MAINtag, éditeur et intégrateur de solutions RFID, lance le scanner RFID, le premier scanner breveté qui identifie, localise un tube à essai ou d'analyse dans un rack de plusieurs dizaines de tubes, alors que les solutions existantes ne font qu'identifier une liste. Le scanner RFID MAINtag permet de sécuriser les bibliothèques d'échantillons, d'accélérer et fiabiliser considérablement les temps de manipulation tout en préparant la manipulation par robot d'analyse.

 Dans le domaine médical, la gestion des échantillons biologiques et leur identification exige une très grande fiabilité et beaucoup de précision.
MAINtag propose l'utilisation de son nouveau scanner RFID couplé aux puces MAINtag à haute capacité de mémoire (5000 caractères) qui sont directement intégrées dans les Cryotubes.
Le scanner RFID MAINtag permet un gain de temps appréciable dans le domaine médical en permettant de localiser et prélever immédiatement le tube à essai souhaité. Il est actuellement en cours de déploiement en partenariat avec Central Labo Europe.

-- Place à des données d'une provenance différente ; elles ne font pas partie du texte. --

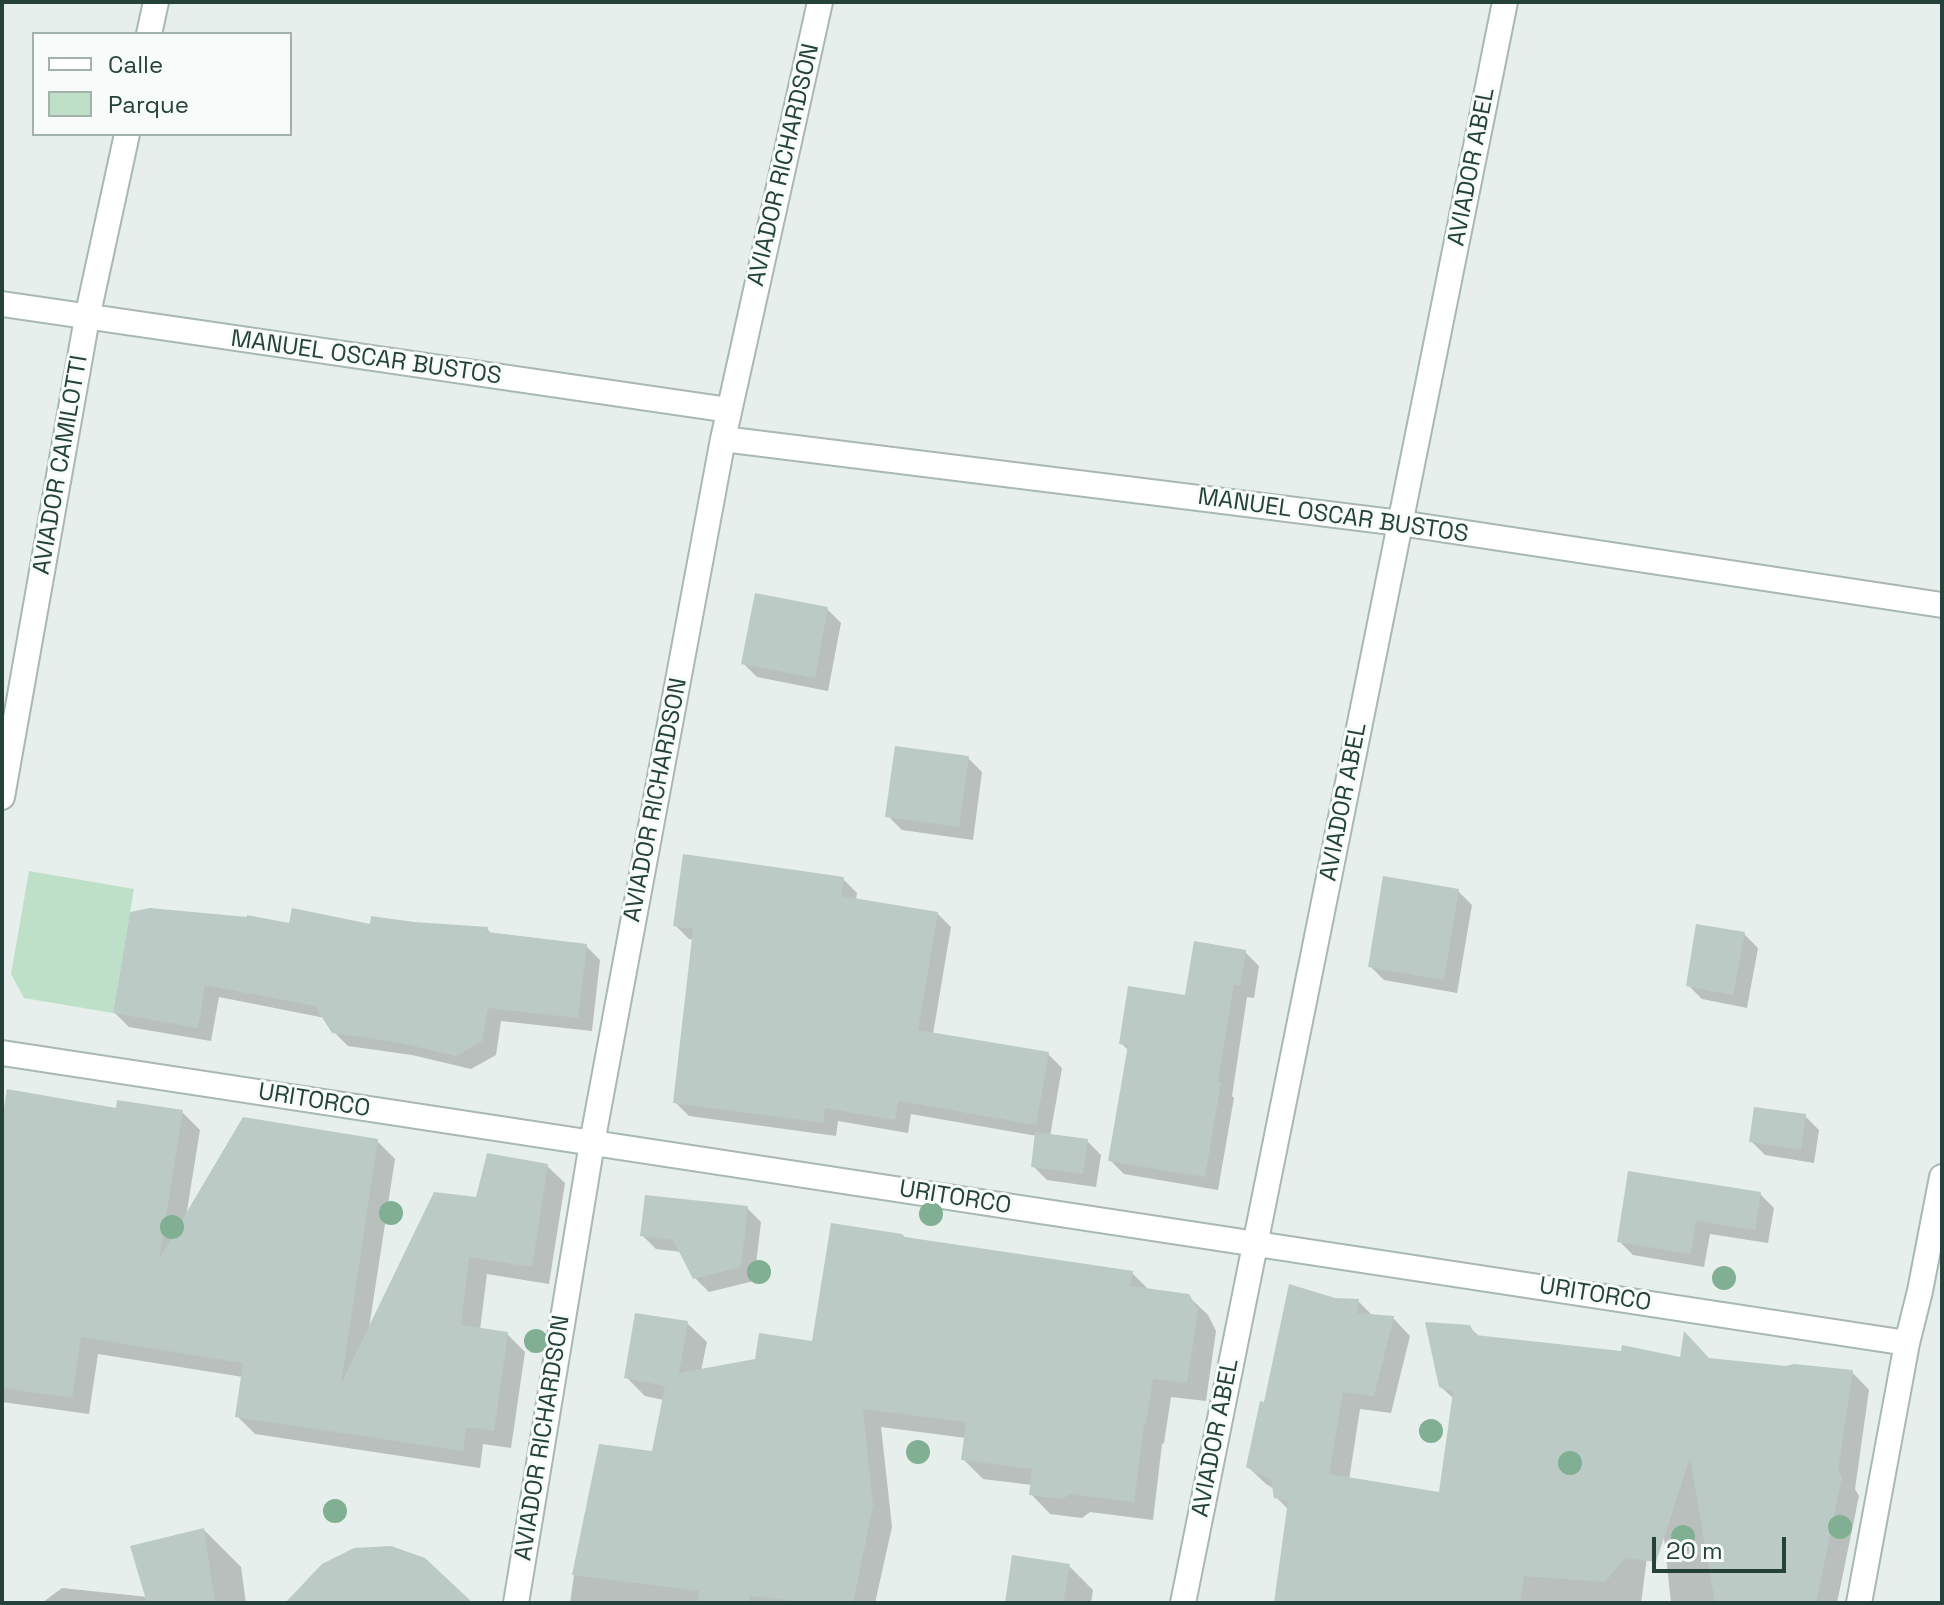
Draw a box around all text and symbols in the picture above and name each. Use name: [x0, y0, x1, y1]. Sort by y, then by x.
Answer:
legend: [32, 32, 292, 136]
street label: AVIADOR RICHARDSON: [742, 41, 826, 289]
text: Calle: [108, 49, 163, 80]
street label: AVIADOR ABEL: [1443, 85, 1501, 249]
text: Parque: [108, 89, 189, 120]
street label: MANUEL OSCAR BUSTOS: [229, 325, 503, 391]
street label: AVIADOR CAMILOTTI: [28, 353, 94, 577]
street label: MANUEL OSCAR BUSTOS: [1196, 483, 1470, 549]
street label: AVIADOR RICHARDSON: [618, 676, 694, 924]
street label: AVIADOR ABEL: [1315, 720, 1373, 884]
street label: URITORCO: [256, 1078, 372, 1124]
street label: URITORCO: [897, 1175, 1013, 1221]
street label: URITORCO: [1537, 1272, 1653, 1318]
street label: AVIADOR RICHARDSON: [509, 1313, 577, 1563]
street label: AVIADOR ABEL: [1187, 1356, 1245, 1520]
scale bar: [1656, 1521, 1790, 1571]
text: 20 m: [1666, 1535, 1723, 1566]

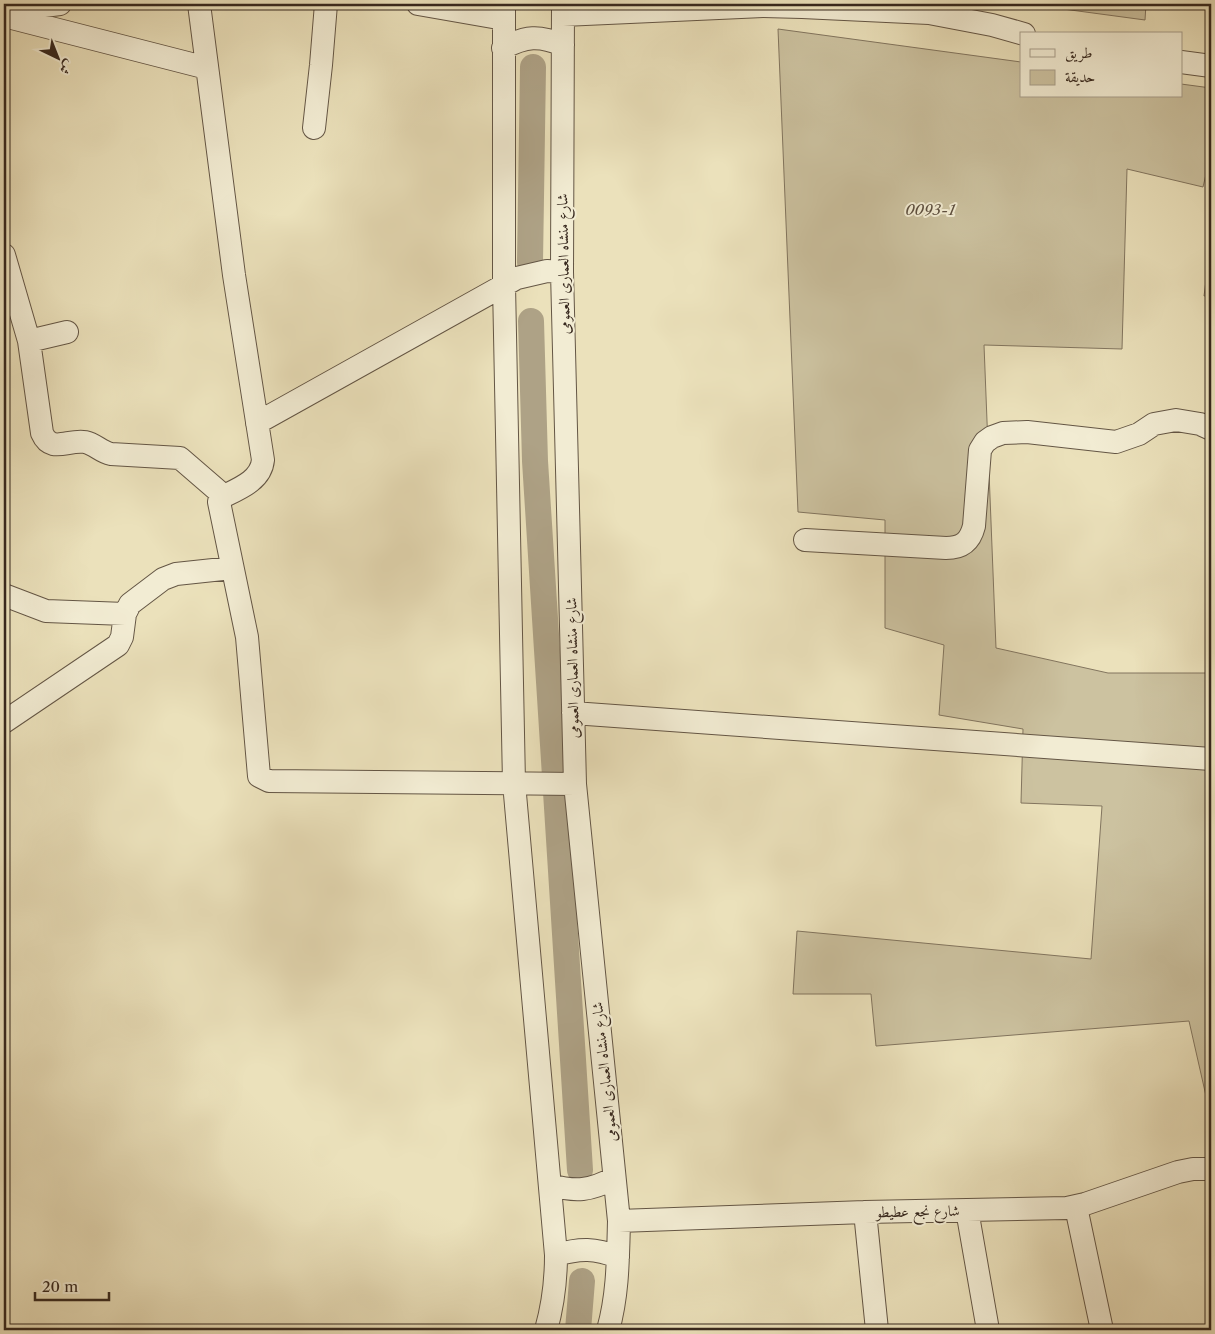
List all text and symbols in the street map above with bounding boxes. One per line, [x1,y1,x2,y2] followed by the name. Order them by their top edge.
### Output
[32,32,82,82] north arrow
[1020,32,1182,98] legend
[1065,43,1092,63] text: طريق
[56,56,78,79] text: ش
[1065,67,1095,86] text: حديقة
[552,193,578,334] street label: شارع منشاه العمارى العمومى
[905,200,956,219] park label: 0093-1
[561,597,587,738] street label: شارع منشاه العمارى العمومى
[587,1001,625,1143] street label: شارع منشاه العمارى العمومى
[874,1201,960,1226] street label: شارع نجع عطيطو
[35,1269,109,1301] scale bar
[42,1277,78,1296] text: 20 m

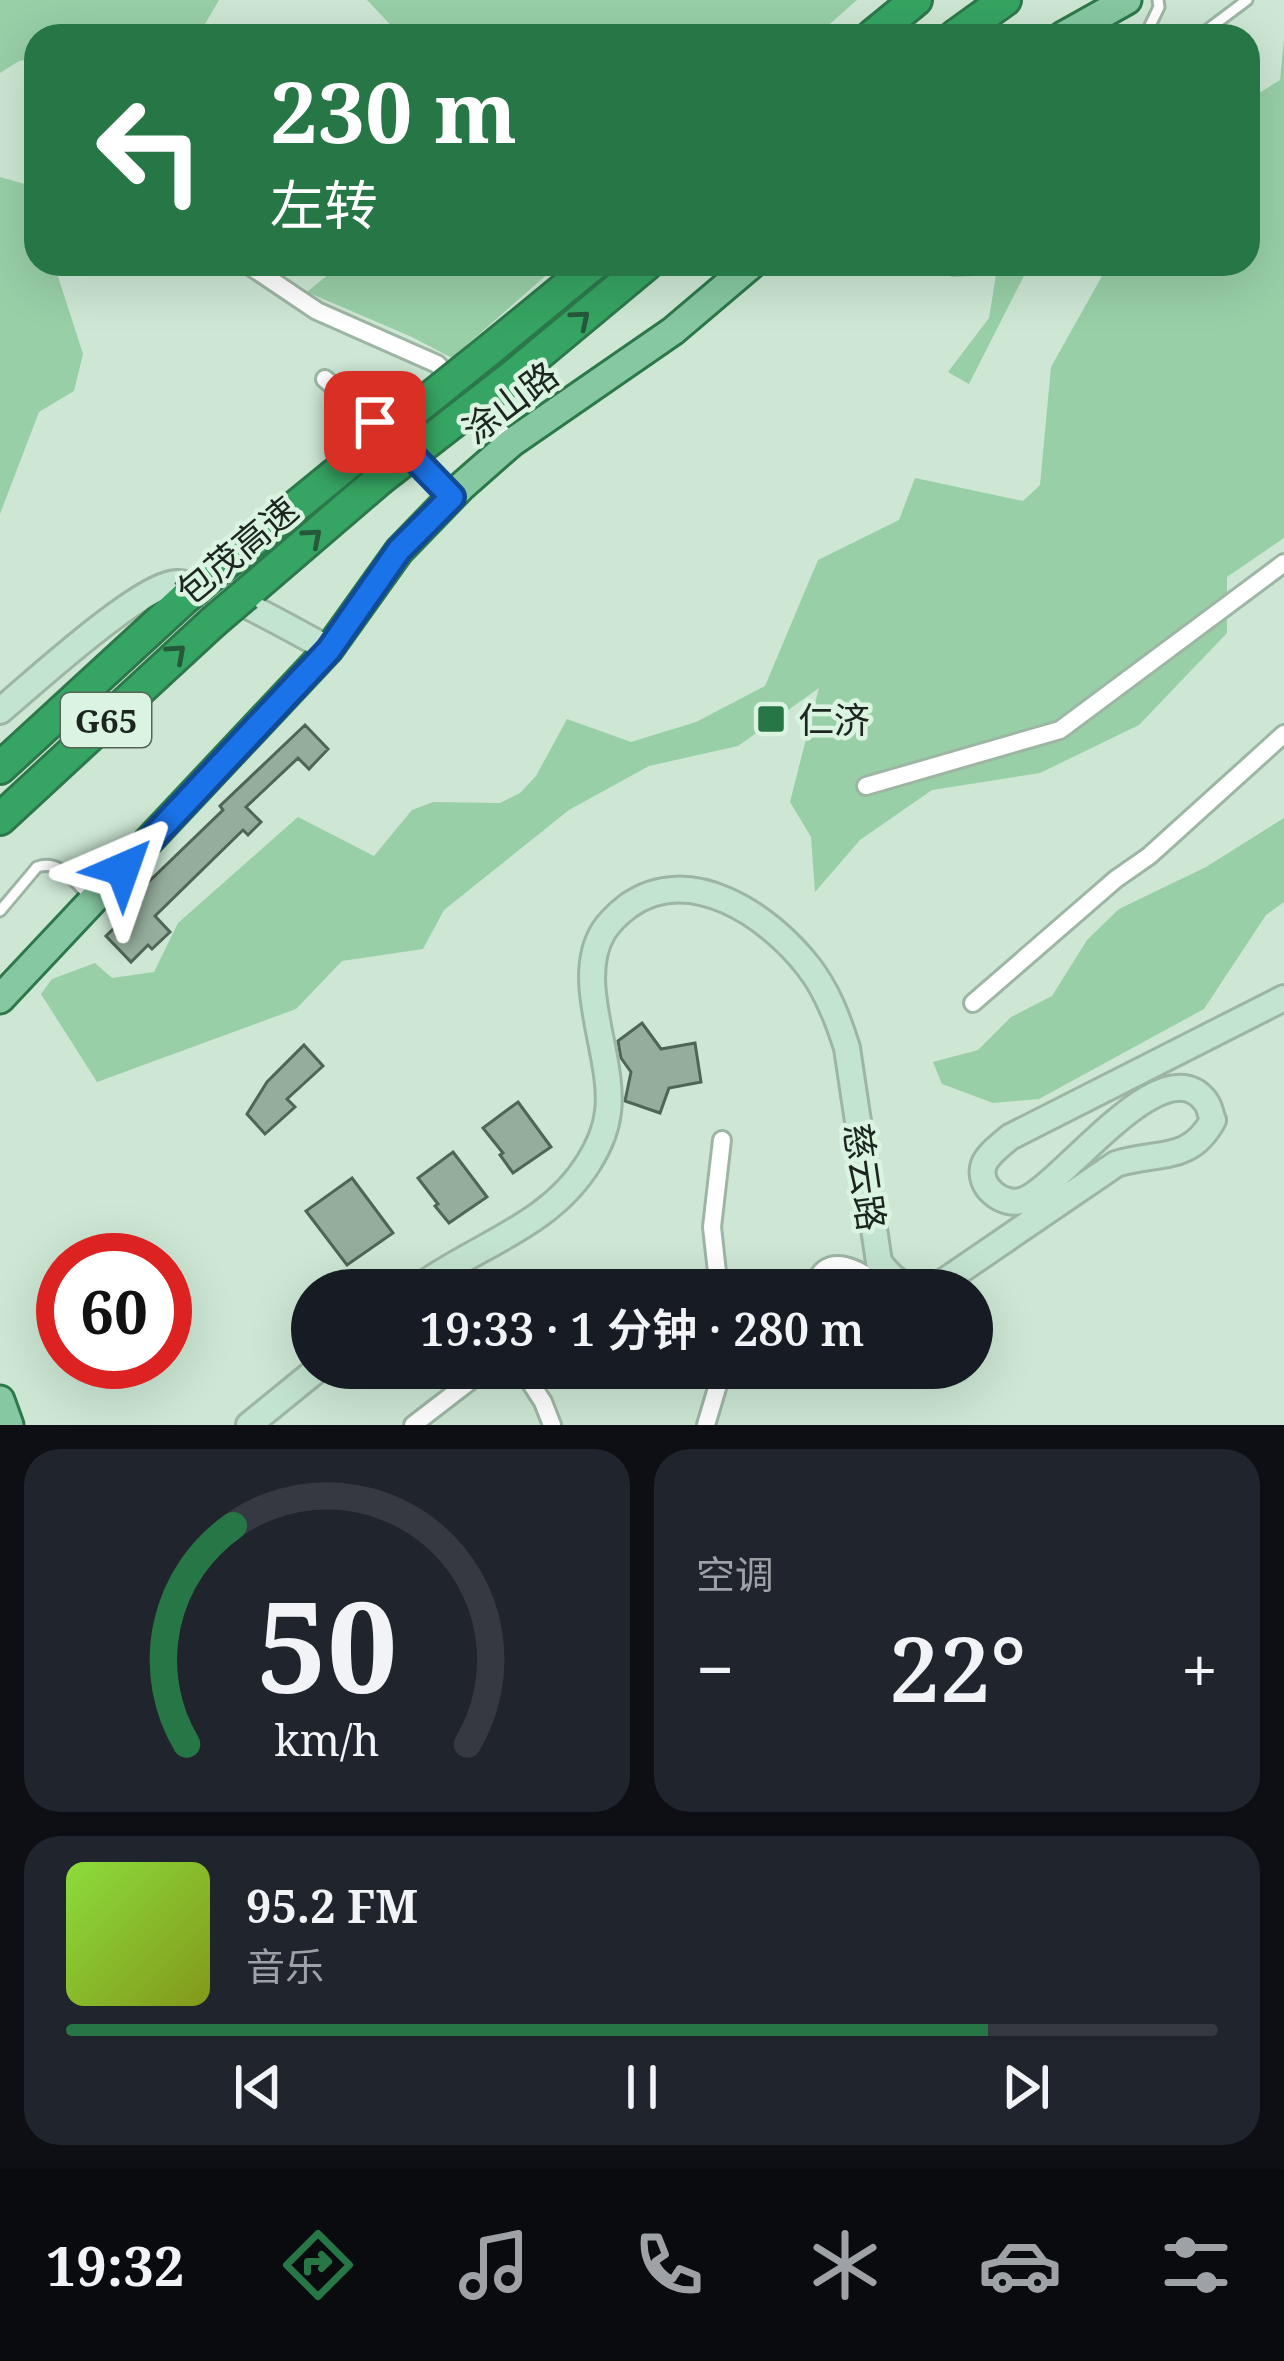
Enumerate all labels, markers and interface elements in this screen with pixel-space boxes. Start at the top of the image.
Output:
text: 230 m [270,53,517,168]
icon: left [72,72,228,228]
text: 左转 [270,167,378,241]
one-way arrow [567,311,589,333]
street label: 涂山路 [452,350,568,454]
pin [324,371,426,473]
icon: arrive [342,389,408,455]
street label: 包茂高速 [166,485,308,615]
one-way arrow [299,529,321,551]
one-way arrow [164,646,185,667]
road number: G65 [61,693,151,747]
place label: 仁济 [798,695,870,744]
marker: 仁济 [755,703,787,735]
position arrow [60,806,186,932]
street label: 慈云路 [833,1120,897,1234]
speed limit sign: 60 [36,1233,192,1389]
text: 19:33 · 1 分钟 · 280 m [420,1298,864,1359]
text: 空调 [696,1547,774,1600]
text: 50 [256,1560,398,1730]
text: 22° [889,1606,1026,1728]
text: − [696,1623,734,1713]
text: + [1181,1623,1218,1713]
text: km/h [274,1709,380,1768]
text: 95.2 FM [246,1875,418,1936]
text: 音乐 [246,1939,324,1992]
icon: previous [225,2054,291,2120]
icon: pause [609,2054,675,2120]
icon: next [993,2054,1059,2120]
icon: directions [276,2223,360,2307]
icon: music [452,2223,536,2307]
icon: phone [627,2223,711,2307]
icon: climate [803,2223,887,2307]
icon: car [978,2223,1062,2307]
icon: filters [1154,2223,1238,2307]
text: 19:32 [46,2228,184,2302]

Des étiquettes RFID MAINtag ultra-fiables

La conception de ces étiquettes radio-fréquence miniatures a été spécifiquement étudiée pour résister aux températures extrêmes (jusqu'à - 196°C). Ces étiquettes RFID conservent en mémoire toutes informations sur la nature et les caractéristiques de l'échantillon conservé. Cette précision répond aux besoins de fiabilité et de qualité des laboratoires et accélère la gestion de ces échantillons. Très fiables, les puces MAINtag comportent une fonction d'inviolabilité et sont soumises à un procédé breveté de recyclage des puces pour palier au problème majeur des puces RFID : le coût.

-  Un marché prometteur

L'usage des étiquettes RFID dans le secteur médical est en plein essor : de plus en plus d'hôpitaux et de laboratoires ont recours à cette nouvelle technologie en remplacement des codes barres, et en raison de leur grande résistance aux températures extrêmes et à leur fiabilité. En effet les tubes peuvent être plongés dans de l'azote liquide à une température de -196° Celsius. Et cette température peut en quelques secondes augmenter de 125°C lors des analyses ! De plus, le partage des données est facilité au sein du système d'information.